Design and Manufacturing of Si-Based Non-Oxide Cellular Ceramic Structures through Indirect 3D Printing
Ghenwa El Chawich,
Joelle El Hayek,
Vincent Rouessac,
Didier Cot,
Bertrand Rebière,
Roland Habchi,
Hélène Garay,
Mikhael Bechelany,
Mirvat Zakhour,
Philippe Miele,
Chrystelle Salameh
Affiliations
Ghenwa El Chawich
Institut Européen des Membranes, IEM, UMR 5635, University Montpellier, CNRS, ENSCM, CEDEX 5, 34095 Montpellier, France
Joelle El Hayek
Institut Européen des Membranes, IEM, UMR 5635, University Montpellier, CNRS, ENSCM, CEDEX 5, 34095 Montpellier, France
Vincent Rouessac
Institut Européen des Membranes, IEM, UMR 5635, University Montpellier, CNRS, ENSCM, CEDEX 5, 34095 Montpellier, France
Didier Cot
Institut Européen des Membranes, IEM, UMR 5635, University Montpellier, CNRS, ENSCM, CEDEX 5, 34095 Montpellier, France
Bertrand Rebière
Institut Charles Gerhardt Montpellier (ICGM), UMR 5253, University Montpellier, CNRS, ENSCM, CEDEX 5, 34095 Montpellier, France
Roland Habchi
Laboratoire de Chimie Physique des Matériaux/Plateforme de Recherche en Nanomatériaux et Nanotechnologies (LCPM/PR2N), Lebanese University, Beirut 90656, Lebanon
Hélène Garay
Institut des Sciences Analytiques et de Physico-Chimie pour l’Evironnement et les Matériaux (IPREM), IMT Mines Alès, Université de Pau et des Pays de l’Adour, E2S UPPA, CNRS, 64053 Pau, France
Mikhael Bechelany
Institut Européen des Membranes, IEM, UMR 5635, University Montpellier, CNRS, ENSCM, CEDEX 5, 34095 Montpellier, France
Mirvat Zakhour
Laboratoire de Chimie Physique des Matériaux/Plateforme de Recherche en Nanomatériaux et Nanotechnologies (LCPM/PR2N), Lebanese University, Beirut 90656, Lebanon
Philippe Miele
Institut Européen des Membranes, IEM, UMR 5635, University Montpellier, CNRS, ENSCM, CEDEX 5, 34095 Montpellier, France
Chrystelle Salameh
Institut Européen des Membranes, IEM, UMR 5635, University Montpellier, CNRS, ENSCM, CEDEX 5, 34095 Montpellier, France
Additive manufacturing of Polymer-Derived Ceramics (PDCs) is regarded as a disruptive fabrication process that includes several technologies such as light curing and ink writing. However, 3D printing based on material extrusion is still not fully explored.
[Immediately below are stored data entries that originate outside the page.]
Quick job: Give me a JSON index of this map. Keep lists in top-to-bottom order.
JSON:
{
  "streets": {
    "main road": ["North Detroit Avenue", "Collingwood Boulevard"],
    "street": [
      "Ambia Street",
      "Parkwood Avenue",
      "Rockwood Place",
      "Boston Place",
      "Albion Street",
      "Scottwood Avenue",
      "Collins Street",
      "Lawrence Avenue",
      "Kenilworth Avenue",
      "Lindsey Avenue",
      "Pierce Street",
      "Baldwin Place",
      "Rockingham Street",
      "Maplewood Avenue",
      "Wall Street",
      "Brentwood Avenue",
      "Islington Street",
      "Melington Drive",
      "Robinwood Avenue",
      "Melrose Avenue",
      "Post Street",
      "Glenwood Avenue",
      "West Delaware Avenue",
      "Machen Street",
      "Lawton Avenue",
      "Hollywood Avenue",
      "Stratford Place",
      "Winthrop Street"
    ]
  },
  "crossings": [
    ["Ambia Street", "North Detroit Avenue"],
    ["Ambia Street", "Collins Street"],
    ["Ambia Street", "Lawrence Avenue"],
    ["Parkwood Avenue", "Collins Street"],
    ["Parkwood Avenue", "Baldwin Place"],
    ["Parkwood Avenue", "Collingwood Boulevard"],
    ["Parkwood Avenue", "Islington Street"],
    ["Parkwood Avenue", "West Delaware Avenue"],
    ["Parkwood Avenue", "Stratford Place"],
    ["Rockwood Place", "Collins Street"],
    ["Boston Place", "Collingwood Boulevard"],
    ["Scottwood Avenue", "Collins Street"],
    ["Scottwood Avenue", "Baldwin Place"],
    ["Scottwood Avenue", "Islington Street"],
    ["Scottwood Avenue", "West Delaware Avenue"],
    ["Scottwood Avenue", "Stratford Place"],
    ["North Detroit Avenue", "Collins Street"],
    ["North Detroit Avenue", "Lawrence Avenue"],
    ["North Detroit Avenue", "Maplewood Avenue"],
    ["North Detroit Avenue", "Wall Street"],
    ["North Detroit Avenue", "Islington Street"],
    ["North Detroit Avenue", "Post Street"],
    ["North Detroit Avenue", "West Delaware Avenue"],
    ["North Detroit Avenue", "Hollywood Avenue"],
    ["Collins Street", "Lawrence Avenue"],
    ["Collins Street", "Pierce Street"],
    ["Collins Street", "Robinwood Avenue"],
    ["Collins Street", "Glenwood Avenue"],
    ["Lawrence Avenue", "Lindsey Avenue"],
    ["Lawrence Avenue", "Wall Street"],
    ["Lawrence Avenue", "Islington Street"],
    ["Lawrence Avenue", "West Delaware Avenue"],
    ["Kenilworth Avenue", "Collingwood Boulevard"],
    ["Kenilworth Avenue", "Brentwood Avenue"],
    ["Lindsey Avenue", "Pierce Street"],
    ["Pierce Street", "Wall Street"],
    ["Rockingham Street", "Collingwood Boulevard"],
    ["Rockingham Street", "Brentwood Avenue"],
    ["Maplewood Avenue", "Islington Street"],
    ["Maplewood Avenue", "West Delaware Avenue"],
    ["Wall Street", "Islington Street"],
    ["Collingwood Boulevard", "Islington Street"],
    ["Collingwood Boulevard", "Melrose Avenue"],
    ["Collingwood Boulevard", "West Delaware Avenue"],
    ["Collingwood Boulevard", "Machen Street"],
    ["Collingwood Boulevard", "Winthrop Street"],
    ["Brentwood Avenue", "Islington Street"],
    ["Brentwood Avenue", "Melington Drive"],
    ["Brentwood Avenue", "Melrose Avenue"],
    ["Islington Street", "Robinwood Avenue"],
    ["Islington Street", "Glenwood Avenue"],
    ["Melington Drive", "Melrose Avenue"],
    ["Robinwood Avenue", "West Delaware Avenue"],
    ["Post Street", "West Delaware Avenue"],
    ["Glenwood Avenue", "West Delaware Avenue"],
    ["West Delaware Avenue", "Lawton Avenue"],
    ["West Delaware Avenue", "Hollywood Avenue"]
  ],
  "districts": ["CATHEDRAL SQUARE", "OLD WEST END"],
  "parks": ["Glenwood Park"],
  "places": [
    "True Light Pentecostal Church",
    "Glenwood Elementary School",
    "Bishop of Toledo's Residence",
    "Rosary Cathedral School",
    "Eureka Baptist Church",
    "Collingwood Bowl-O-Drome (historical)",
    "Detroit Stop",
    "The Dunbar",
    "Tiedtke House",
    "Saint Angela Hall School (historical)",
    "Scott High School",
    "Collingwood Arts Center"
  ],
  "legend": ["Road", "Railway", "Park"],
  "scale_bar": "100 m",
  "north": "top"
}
Here, an indirect 3D printing approach combining Fused Deposition Modeling (FDM) and replica process is demonstrated as a simple and low-cost approach to deliver complex near-net-shaped cellular Si-based non-oxide ceramic architectures while preserving the structure. 3D-Printed honeycomb polylactic acid (PLA) lattices were dip-coated with two preceramic polymers (polyvinylsilazane and allylhydridopolycarbosilane) and then converted by pyrolysis respectively into SiCN and SiC ceramics. All the steps of the process (printing resolution and surface finishing, cross-linking, dip-coating, drying and pyrolysis) were optimized and controlled. Despite some internal and surface defects observed by topography, 3D-printed materials exhibited a retention of the highly porous honeycomb shape after pyrolysis. Weight loss, volume shrinkage, roughness and microstructural evolution with high annealing temperatures are discussed. Our results show that the sacrificial mold-assisted 3D printing is a suitable rapid approach for producing customizable lightweight highly stable Si-based 3D non-oxide ceramics.